_Instructions for the task_
Reproduce the listing word for word. Skip any image.

_Collected data_

*****

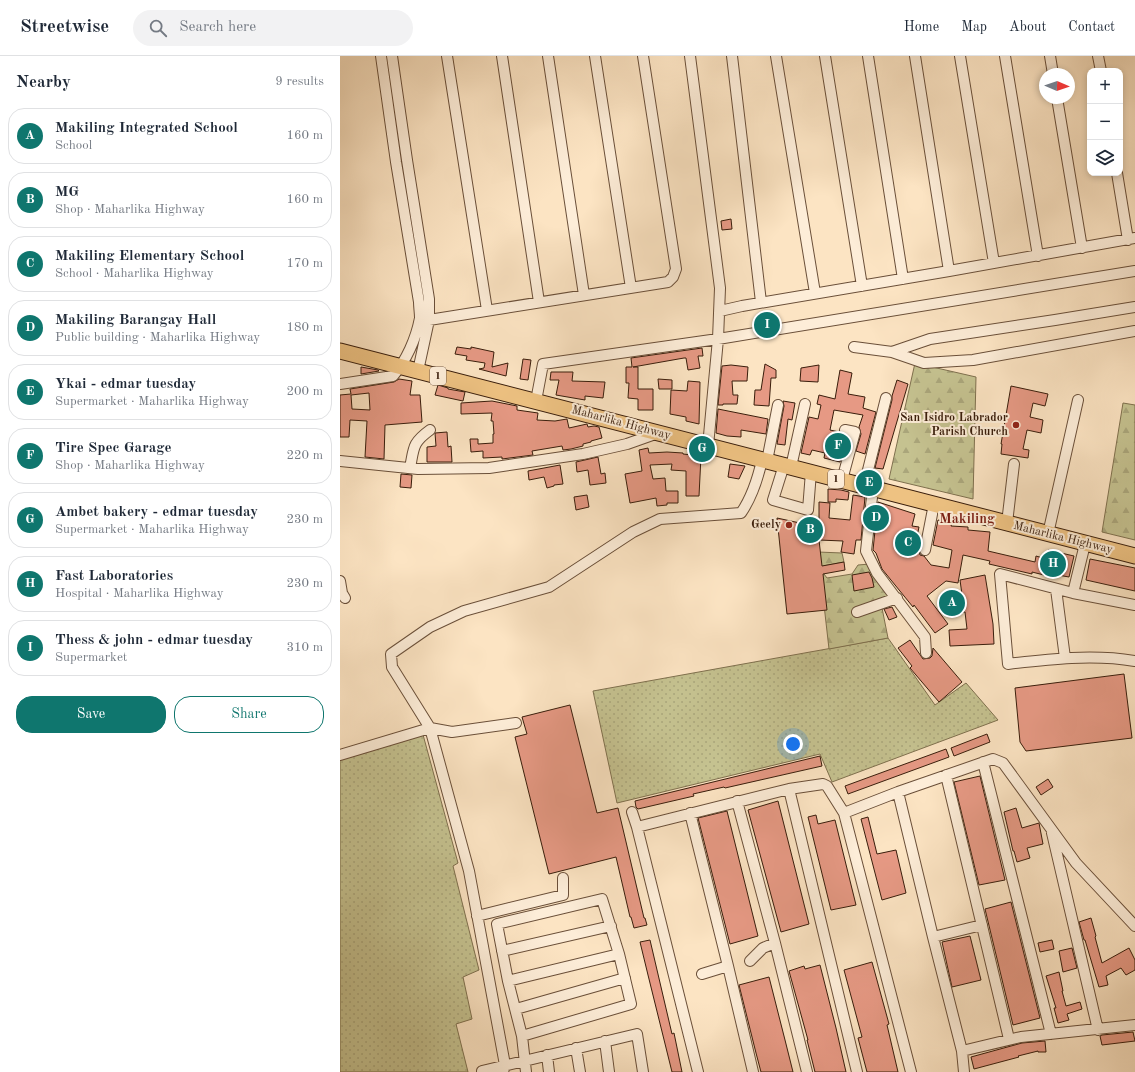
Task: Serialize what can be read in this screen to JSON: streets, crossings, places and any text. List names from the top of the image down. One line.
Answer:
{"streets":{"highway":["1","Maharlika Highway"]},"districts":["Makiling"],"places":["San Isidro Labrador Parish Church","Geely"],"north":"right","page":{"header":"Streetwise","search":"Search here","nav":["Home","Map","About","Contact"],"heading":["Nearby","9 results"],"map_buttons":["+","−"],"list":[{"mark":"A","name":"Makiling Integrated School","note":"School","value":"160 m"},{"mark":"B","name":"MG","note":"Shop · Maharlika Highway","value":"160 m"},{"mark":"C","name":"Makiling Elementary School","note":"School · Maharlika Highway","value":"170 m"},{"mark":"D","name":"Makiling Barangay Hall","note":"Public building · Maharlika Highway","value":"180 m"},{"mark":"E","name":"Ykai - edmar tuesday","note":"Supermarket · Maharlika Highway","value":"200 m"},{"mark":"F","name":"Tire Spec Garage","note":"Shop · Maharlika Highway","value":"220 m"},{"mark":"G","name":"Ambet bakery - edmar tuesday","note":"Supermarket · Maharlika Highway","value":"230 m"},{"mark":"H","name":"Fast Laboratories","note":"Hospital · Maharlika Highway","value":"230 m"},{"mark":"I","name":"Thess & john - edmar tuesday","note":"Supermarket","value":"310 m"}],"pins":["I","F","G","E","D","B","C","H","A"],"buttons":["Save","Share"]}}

*****

_Your response_
Task: Serialize what can be read in this screen to JSON: streets, crossings, places and any text. List names from the top of the image down. One line.
Answer:
{"streets":{"highway":["1","Maharlika Highway"]},"districts":["Makiling"],"places":["San Isidro Labrador Parish Church","Geely"],"north":"right","page":{"header":"Streetwise","search":"Search here","nav":["Home","Map","About","Contact"],"heading":["Nearby","9 results"],"map_buttons":["+","−"],"list":[{"mark":"A","name":"Makiling Integrated School","note":"School","value":"160 m"},{"mark":"B","name":"MG","note":"Shop · Maharlika Highway","value":"160 m"},{"mark":"C","name":"Makiling Elementary School","note":"School · Maharlika Highway","value":"170 m"},{"mark":"D","name":"Makiling Barangay Hall","note":"Public building · Maharlika Highway","value":"180 m"},{"mark":"E","name":"Ykai - edmar tuesday","note":"Supermarket · Maharlika Highway","value":"200 m"},{"mark":"F","name":"Tire Spec Garage","note":"Shop · Maharlika Highway","value":"220 m"},{"mark":"G","name":"Ambet bakery - edmar tuesday","note":"Supermarket · Maharlika Highway","value":"230 m"},{"mark":"H","name":"Fast Laboratories","note":"Hospital · Maharlika Highway","value":"230 m"},{"mark":"I","name":"Thess & john - edmar tuesday","note":"Supermarket","value":"310 m"}],"pins":["I","F","G","E","D","B","C","H","A"],"buttons":["Save","Share"]}}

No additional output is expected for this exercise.